BRIEF:
Entries must be copied exactly, with nothing left out.

┄┄┄┄┄┄┄┄┄┄

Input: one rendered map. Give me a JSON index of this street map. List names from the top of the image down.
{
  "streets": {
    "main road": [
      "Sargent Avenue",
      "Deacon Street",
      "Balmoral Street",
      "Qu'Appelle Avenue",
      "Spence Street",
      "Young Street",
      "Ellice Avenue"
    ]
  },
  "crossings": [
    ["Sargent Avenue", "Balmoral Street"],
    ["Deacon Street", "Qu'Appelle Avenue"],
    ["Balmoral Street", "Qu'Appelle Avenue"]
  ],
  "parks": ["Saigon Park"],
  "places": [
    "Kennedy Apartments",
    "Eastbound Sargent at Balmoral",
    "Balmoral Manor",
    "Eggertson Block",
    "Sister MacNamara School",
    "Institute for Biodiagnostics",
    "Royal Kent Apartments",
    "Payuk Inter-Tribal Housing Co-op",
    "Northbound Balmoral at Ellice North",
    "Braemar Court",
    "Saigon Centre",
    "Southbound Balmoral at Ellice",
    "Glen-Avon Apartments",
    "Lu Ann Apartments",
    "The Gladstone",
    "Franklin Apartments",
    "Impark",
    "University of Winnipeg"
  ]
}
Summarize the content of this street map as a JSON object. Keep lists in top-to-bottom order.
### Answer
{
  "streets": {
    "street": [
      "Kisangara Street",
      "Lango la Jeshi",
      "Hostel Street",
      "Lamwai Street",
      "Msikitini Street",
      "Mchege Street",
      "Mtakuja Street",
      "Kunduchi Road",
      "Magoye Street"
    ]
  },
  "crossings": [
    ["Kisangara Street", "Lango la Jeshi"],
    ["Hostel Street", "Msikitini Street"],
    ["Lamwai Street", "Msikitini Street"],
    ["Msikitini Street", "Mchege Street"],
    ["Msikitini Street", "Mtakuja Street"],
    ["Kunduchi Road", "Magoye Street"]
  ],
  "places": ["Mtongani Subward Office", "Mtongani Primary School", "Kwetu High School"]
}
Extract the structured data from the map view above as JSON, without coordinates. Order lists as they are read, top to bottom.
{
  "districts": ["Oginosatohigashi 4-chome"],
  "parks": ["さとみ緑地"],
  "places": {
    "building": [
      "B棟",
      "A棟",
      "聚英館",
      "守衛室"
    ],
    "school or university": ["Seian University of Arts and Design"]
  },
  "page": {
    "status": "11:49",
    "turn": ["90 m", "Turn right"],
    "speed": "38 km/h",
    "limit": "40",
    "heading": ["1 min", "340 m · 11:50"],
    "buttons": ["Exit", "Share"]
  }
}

┄┄┄┄┄┄┄┄┄┄

RESPONSE:
Input: one rendered map. Give me a JSON index of this street map. List names from the top of the image down.
{
  "streets": {
    "main road": [
      "Sargent Avenue",
      "Deacon Street",
      "Balmoral Street",
      "Qu'Appelle Avenue",
      "Spence Street",
      "Young Street",
      "Ellice Avenue"
    ]
  },
  "crossings": [
    ["Sargent Avenue", "Balmoral Street"],
    ["Deacon Street", "Qu'Appelle Avenue"],
    ["Balmoral Street", "Qu'Appelle Avenue"]
  ],
  "parks": ["Saigon Park"],
  "places": [
    "Kennedy Apartments",
    "Eastbound Sargent at Balmoral",
    "Balmoral Manor",
    "Eggertson Block",
    "Sister MacNamara School",
    "Institute for Biodiagnostics",
    "Royal Kent Apartments",
    "Payuk Inter-Tribal Housing Co-op",
    "Northbound Balmoral at Ellice North",
    "Braemar Court",
    "Saigon Centre",
    "Southbound Balmoral at Ellice",
    "Glen-Avon Apartments",
    "Lu Ann Apartments",
    "The Gladstone",
    "Franklin Apartments",
    "Impark",
    "University of Winnipeg"
  ]
}
Summarize the content of this street map as a JSON object. Keep lists in top-to-bottom order.
### Answer
{
  "streets": {
    "street": [
      "Kisangara Street",
      "Lango la Jeshi",
      "Hostel Street",
      "Lamwai Street",
      "Msikitini Street",
      "Mchege Street",
      "Mtakuja Street",
      "Kunduchi Road",
      "Magoye Street"
    ]
  },
  "crossings": [
    ["Kisangara Street", "Lango la Jeshi"],
    ["Hostel Street", "Msikitini Street"],
    ["Lamwai Street", "Msikitini Street"],
    ["Msikitini Street", "Mchege Street"],
    ["Msikitini Street", "Mtakuja Street"],
    ["Kunduchi Road", "Magoye Street"]
  ],
  "places": ["Mtongani Subward Office", "Mtongani Primary School", "Kwetu High School"]
}
Extract the structured data from the map view above as JSON, without coordinates. Order lists as they are read, top to bottom.
{
  "districts": ["Oginosatohigashi 4-chome"],
  "parks": ["さとみ緑地"],
  "places": {
    "building": [
      "B棟",
      "A棟",
      "聚英館",
      "守衛室"
    ],
    "school or university": ["Seian University of Arts and Design"]
  },
  "page": {
    "status": "11:49",
    "turn": ["90 m", "Turn right"],
    "speed": "38 km/h",
    "limit": "40",
    "heading": ["1 min", "340 m · 11:50"],
    "buttons": ["Exit", "Share"]
  }
}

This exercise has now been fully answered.